On Hacker News, some developers see it as inevitable — “we adapted to mobile from desktop, it’s time to build websites for AI agents.” Others are more skeptical, questioning whether sites will voluntarily expose tools that make it easier for agents to interact without showing ads or driving engagement metrics the way human eyeballs do.

That skepticism points to the real tension: WebMCP works best when site owners want agent interaction. E-commerce sites might love it (agents that can search and buy = revenue). Ad-supported content sites might resist it (agents that extract information without loading ads = lost revenue). My bet is the same adoption split as structured data markup (schema.org) — broadly adopted by sites with commercial incentives, ignored by sites where AI interaction threatens the business model.

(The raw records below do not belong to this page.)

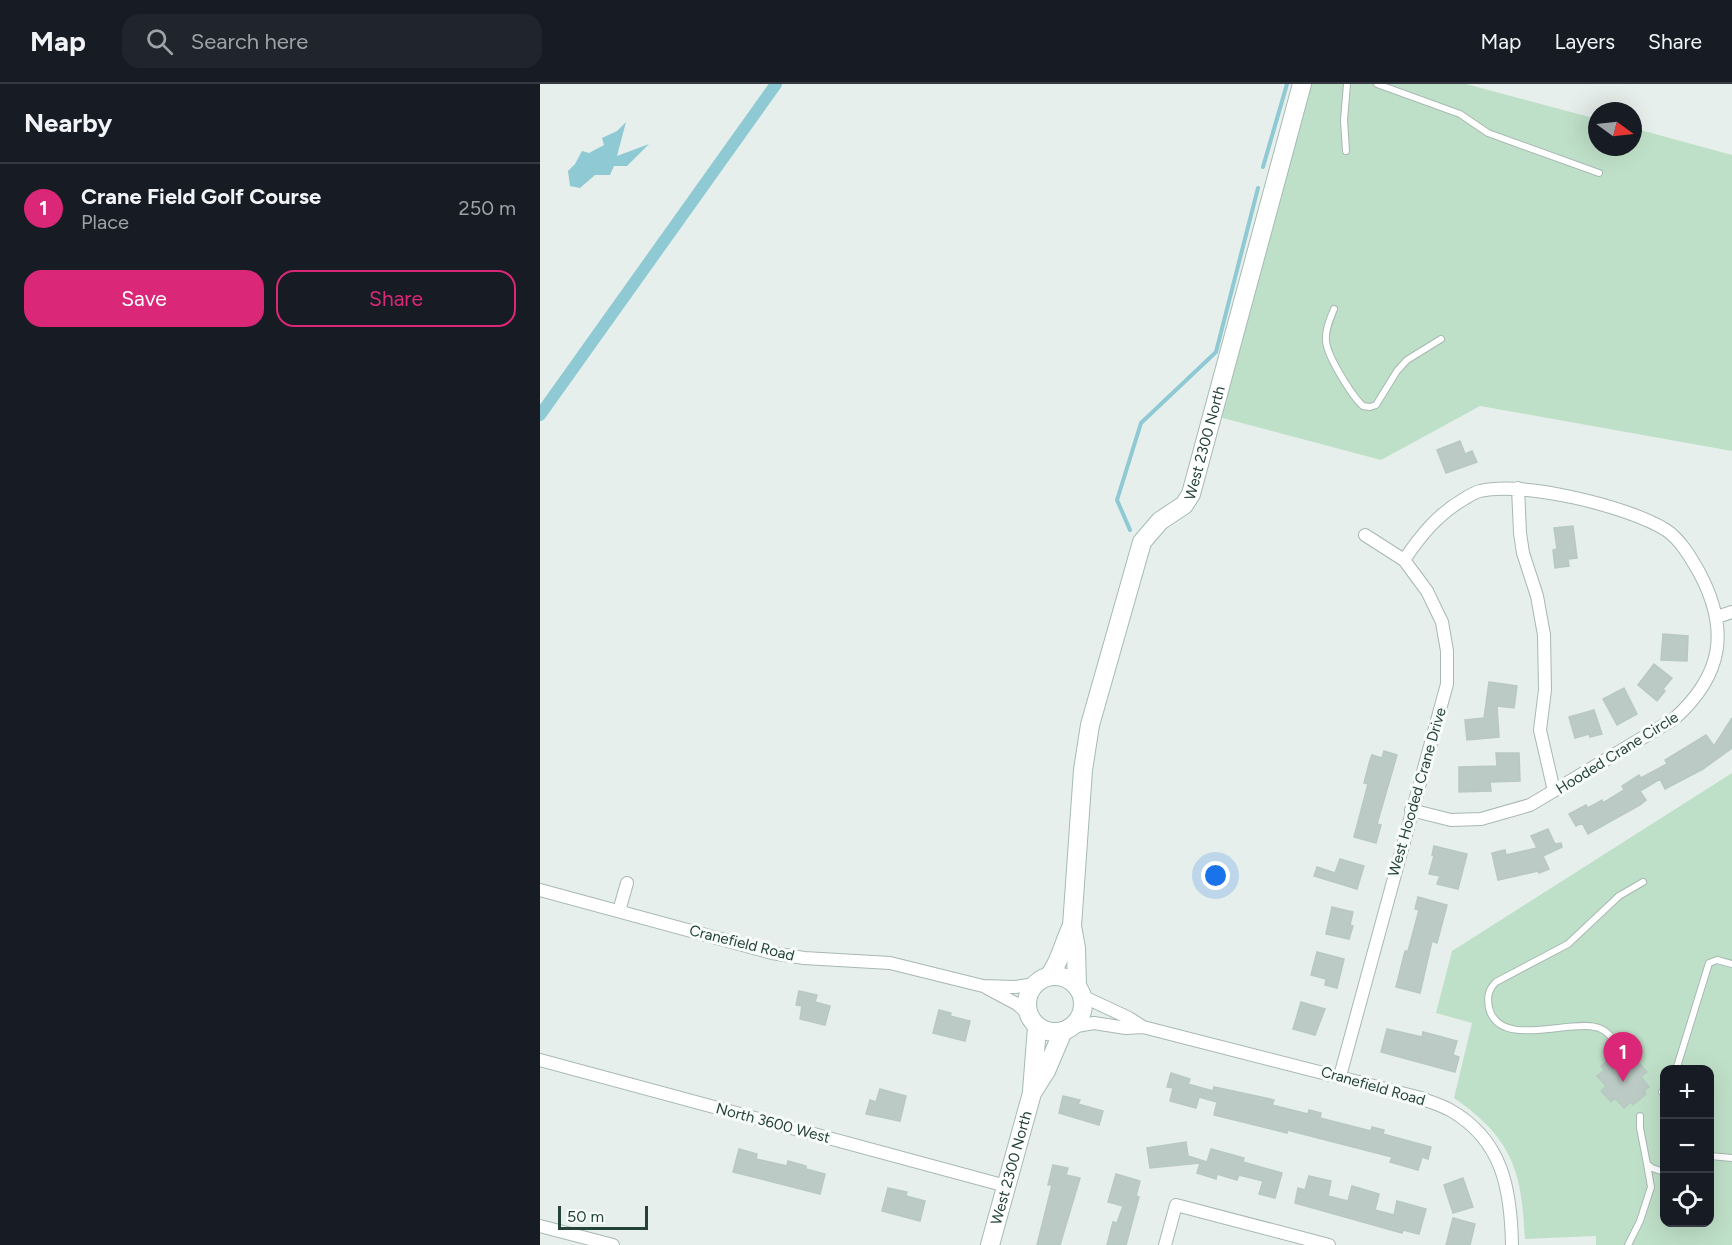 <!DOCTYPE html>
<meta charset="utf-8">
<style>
body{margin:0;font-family:Figtree,sans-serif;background:#20242c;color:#f1f3f6}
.controls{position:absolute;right:18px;bottom:18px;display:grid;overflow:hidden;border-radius:12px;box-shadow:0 6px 24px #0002}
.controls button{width:54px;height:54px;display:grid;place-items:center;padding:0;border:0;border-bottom:2px solid #363941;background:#171b24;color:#f1f3f6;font:30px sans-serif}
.compass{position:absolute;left:1048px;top:18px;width:54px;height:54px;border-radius:50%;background:#171b24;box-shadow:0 6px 24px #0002;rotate:105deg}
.scale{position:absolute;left:18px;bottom:15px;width:90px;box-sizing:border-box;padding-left:6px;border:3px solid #24423a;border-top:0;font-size:16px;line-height:21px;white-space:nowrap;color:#24423a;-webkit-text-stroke:4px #f7fbf9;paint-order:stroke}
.you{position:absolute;left:676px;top:792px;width:21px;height:21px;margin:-15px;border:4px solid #fff;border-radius:50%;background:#1a73e8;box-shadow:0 0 0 9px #1a73e833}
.badge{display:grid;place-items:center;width:39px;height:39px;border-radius:50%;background:#db2777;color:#fff;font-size:20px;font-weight:700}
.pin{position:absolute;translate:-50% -50px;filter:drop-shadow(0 2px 3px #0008)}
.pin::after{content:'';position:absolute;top:32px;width:21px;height:18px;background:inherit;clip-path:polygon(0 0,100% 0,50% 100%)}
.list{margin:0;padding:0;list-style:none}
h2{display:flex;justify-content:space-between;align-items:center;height:78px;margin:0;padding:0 24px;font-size:26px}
h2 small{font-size:20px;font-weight:400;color:#9ea1a6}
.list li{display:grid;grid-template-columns:39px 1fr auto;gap:18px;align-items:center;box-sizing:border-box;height:90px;padding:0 24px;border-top:2px solid #363941}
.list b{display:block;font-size:22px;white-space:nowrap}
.list p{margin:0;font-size:20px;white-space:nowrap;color:#9ea1a6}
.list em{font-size:20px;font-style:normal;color:#9ea1a6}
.actions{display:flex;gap:12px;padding:18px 24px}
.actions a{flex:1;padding:14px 0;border:2px solid #db2777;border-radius:18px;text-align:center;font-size:21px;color:#db2777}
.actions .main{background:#db2777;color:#fff}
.icon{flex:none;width:33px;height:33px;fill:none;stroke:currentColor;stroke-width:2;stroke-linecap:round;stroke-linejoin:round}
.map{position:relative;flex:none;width:1192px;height:1161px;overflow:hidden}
header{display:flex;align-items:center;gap:36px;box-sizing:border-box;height:84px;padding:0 30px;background:#171b24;border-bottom:2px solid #363941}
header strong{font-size:28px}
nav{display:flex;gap:33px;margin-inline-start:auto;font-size:21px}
.search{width:420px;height:54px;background:#20242c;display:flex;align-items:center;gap:15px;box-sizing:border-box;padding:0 21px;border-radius:18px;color:#9ea1a6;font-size:22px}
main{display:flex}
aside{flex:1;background:#171b24}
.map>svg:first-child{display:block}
</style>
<header>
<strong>Map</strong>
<div class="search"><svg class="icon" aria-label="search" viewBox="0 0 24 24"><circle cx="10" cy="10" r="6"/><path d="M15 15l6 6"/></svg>Search here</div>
<nav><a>Map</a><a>Layers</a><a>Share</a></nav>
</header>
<main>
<aside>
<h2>Nearby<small></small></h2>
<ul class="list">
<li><span class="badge">1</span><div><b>Crane Field Golf Course</b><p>Place</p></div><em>250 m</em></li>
</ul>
<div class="actions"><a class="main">Save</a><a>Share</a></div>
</aside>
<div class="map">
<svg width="1192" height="1161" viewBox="0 0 1192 1161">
<rect width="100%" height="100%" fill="#e6efeb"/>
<path fill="#bfe0c8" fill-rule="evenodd" d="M769 0H926L1057 35V63H1093V44L1192 71V367L940 322 841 376 679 333Z
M1192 689V1161H1056V1152L985 1155C982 1087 972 1054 914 1014L932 939 896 929 912 867ZM1124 986H1170V1138H1124Z"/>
<path fill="#8ec9d4" d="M86 38 77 72 109 60 87 82H74L70 91H55L40 104 30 102 28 87 35 80 42 67 49 69 64 61 62 54 77 47Z"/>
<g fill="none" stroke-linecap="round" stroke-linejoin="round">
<path stroke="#8ec9d4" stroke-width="4" d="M723 83 747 0
M590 446 577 416 601 339 676 268 718 104"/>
<path stroke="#8ec9d4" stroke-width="12" d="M0 331 236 0"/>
</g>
<path fill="#bbcac4" stroke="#b8c9c2" stroke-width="1.5" d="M920 357 925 370 932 367 937 378 906 389 897 366Z
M1033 442 1037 474 1028 475 1029 482 1015 484 1013 466 1017 465 1014 444Z
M1123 550 1148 552 1147 577 1121 576Z
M1114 580 1132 594 1123 605 1125 607 1117 617 1098 601Z
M949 598 977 602 974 624 957 622 959 653 927 656 925 636 944 634Z
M1084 604 1097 630 1077 641 1063 615Z
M1054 626 1062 650 1050 653 1049 650 1035 654 1029 633Z
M1192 634V664L1163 685 1125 705 1120 695 1100 707 1106 716 1100 721 1048 750 1042 739 1036 742 1029 730 1046 721 1048 724 1062 716 1063 719 1084 706 1082 702 1099 691 1101 694 1127 680 1125 676 1166 651 1174 662Z
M844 667 857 671 837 740 841 741 836 759 814 753 828 700 824 699 830 676 832 671 842 674Z
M956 669H979L980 697 950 698 951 707 919 708V683L957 682Z
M1008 745 1015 760 1021 759 1022 763 1003 772 1009 785 999 789 998 787 958 796 952 769 965 766 966 771 997 764 991 752Z
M894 762 927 770 918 805 897 800 900 792 889 790 894 772 892 771Z
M800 775 824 782 817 805 774 792 777 783 795 789Z
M878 813 907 821 897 859 892 857 880 909 856 903 865 867H868L879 826 875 825Z
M792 823 813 828 810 841 813 842 809 855 786 850Z
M777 868 804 875 797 904 785 901 786 895 771 891Z
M259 907 277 911 275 918 290 922 285 941 260 935 262 922 256 921Z
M761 918 785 925 775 951 753 945Z
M399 926 411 929 410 932 430 937 425 957 393 949Z
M847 945 882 953 883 948 917 957 913 971 919 973 915 988 841 968Z
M1083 971 1089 978 1094 973 1107 988 1101 993 1109 1003 1104 1007 1106 1010 1093 1021 1091 1018 1084 1024 1075 1014 1071 1018 1061 1007 1066 1002 1057 992 1064 986 1061 982 1071 973 1075 977Z
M631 989 650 995 648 1000 673 1007 674 1003 721 1013 734 1016 732 1021 768 1030 769 1026 781 1029 780 1034 831 1047 832 1043 844 1046 843 1050 891 1063 888 1075 882 1073 878 1086 850 1078 852 1073 747 1046V1049L674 1031 677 1018 659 1013 656 1024 630 1017 633 1004 627 1003Z
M340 1005 366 1012 360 1037 326 1030 330 1016 336 1018Z
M523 1012 540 1016 538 1020 563 1027 559 1041 519 1029Z
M646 1058 648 1072 667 1078 671 1065 704 1074 703 1078 742 1089 735 1114 719 1110 723 1097 699 1091 697 1096 677 1090 676 1095 657 1089 660 1079 610 1084 607 1064Z
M199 1065 217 1070 216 1075 247 1082 248 1077 266 1082V1085L285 1090 280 1110 193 1088Z
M513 1081 528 1084 526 1091 540 1094 520 1161H497L512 1101H508Z
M576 1090 600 1097 596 1112 599 1113 586 1161H567L573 1138 577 1139 583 1122 568 1118Z
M769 1092 791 1097 788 1112 808 1117 812 1102 839 1110 835 1126 854 1131 857 1117 886 1125 879 1150 863 1146 862 1149 755 1119 758 1104 765 1106Z
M923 1094 933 1123 913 1129 904 1101Z
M348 1104 367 1108 366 1112 385 1117 380 1137 342 1127Z
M913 1134 935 1140 930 1161H906Z"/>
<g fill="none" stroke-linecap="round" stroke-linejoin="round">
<g stroke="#a8b8b2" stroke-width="8">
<path id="lane" d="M837 0 920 30 948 49 1059 89
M806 67 804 36 807 0
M794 225C790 235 785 246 786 257 787 272 812 312 823 322L830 323 836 321 857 287 867 276 901 255
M1079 964C1073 955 1067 945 1055 943 1028 936 959 965 949 924 947 913 948 906 956 898L1028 860 1079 812 1103 798
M1136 986 1169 879 1177 876 1192 880
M1122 1008 1124 1009
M1100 1032V1044L1107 1080 1112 1084 1124 1088
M1170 1072 1192 1074
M1088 1161 1100 1137 1111 1103 1107 1080"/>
</g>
<g stroke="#a8b8b2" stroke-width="14">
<path id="street" d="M978 404 980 449 983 469 997 512 1004 551 1005 606 1000 646 1014 707
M864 476C881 451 898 430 924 415 929 412 935 408 940 407 983 397 1088 422 1126 446 1140 455 1151 474 1159 488 1190 546 1183 591 1134 635L990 721 941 735 911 736 871 726
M1177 533 1192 528
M0 806 232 869 264 874 350 879 443 902 475 903 495 900
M79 827 87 799
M447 904 477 920 488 930
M542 912 589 934 603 943 881 1014C890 1018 901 1021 910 1026 963 1056 971 1106 972 1161
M531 943 554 939 586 944 603 943
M0 976 466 1102
M800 992 907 600V567L902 538 887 507 864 476 825 451
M0 1142 73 1161
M625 1161 636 1121 789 1161"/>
</g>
<g stroke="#a4bbb3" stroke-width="20">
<g id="secondary">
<circle cx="515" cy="920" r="28"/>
<path d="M509 892C521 877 523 859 532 842"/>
<path id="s1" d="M537 903 536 864 532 842 543 686 550 641 602 458 620 437 644 421 651 410 762 0"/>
<path d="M492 1007 497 943"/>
<path id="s2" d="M450 1161 492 1009 506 987 523 947"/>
</g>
</g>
<use href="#lane" stroke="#fff" stroke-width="6"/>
<use href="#street" stroke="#fff" stroke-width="12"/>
<use href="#secondary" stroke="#fff" stroke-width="18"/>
</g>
<g text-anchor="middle" stroke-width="6" stroke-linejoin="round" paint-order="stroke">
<g font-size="15" fill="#24423a" stroke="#f7fbf9">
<text dy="5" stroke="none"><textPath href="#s1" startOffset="576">West 2300 North</textPath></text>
<text transform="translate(1077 669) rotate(-32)" y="5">Hooded Crane Circle</text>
<text transform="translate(877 708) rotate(-74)" y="5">West Hooded Crane Drive</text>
<text transform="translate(202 859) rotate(14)" y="5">Cranefield Road</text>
<text transform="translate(833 1002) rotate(16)" y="5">Cranefield Road</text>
<text transform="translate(233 1039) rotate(15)" y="5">North 3600 West</text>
<text dy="5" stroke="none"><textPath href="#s2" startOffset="80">West 2300 North</textPath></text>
</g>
</g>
</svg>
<div class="controls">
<button>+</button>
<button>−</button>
<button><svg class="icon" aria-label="locate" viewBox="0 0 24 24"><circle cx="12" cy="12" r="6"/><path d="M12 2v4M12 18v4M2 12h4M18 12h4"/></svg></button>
</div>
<svg class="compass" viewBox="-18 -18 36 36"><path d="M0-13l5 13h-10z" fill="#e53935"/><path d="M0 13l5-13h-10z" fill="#9ea1a6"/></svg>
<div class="scale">50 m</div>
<div class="you"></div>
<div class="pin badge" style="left:1083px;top:998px">1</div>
</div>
</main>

My take: the skeptics are making the same mistake people made about schema.org markup in 2012. “Why would I add extra metadata just to help Google?” Because the sites that did got rich snippets, better CTR, and a compounding SEO advantage that lasted a decade. WebMCP will play out the same way. Sites that expose tools to agents will get more agent-driven traffic and transactions. Sites that don’t will wonder why their competitors keep showing up in AI-powered shopping results.

For developers, the pragmatic move is to start adding WebMCP to your own sites now while it’s low-effort. If you control forms on a site, adding toolname and tooldescription takes five minutes and costs nothing. When browser agents start calling those tools — whether that’s in six months or two years — you’re already ahead.

WebMCP isn’t going to replace scraping overnight. It’s a Community Group draft behind a browser flag — most of the web won’t implement it for years, if ever. But for the sites that do adopt it, you stop fighting CSS selectors that break every Tuesday, and the per-call cost of automation drops by half or more. That’s the part I’d bet on: not “more reliable”, but “same reliability, far cheaper”.

If you build AI agents or browser automation, enable the Chrome flag and try it this week — and watch for the Chrome 149 origin trial, which is when it starts reaching users who haven’t touched chrome://flags. If you run a website, add the tool attributes to a form you already have — it takes five minutes and costs nothing. The sites that do it now will be the ones AI agents actually know how to use once browser-native AI moves past the flag.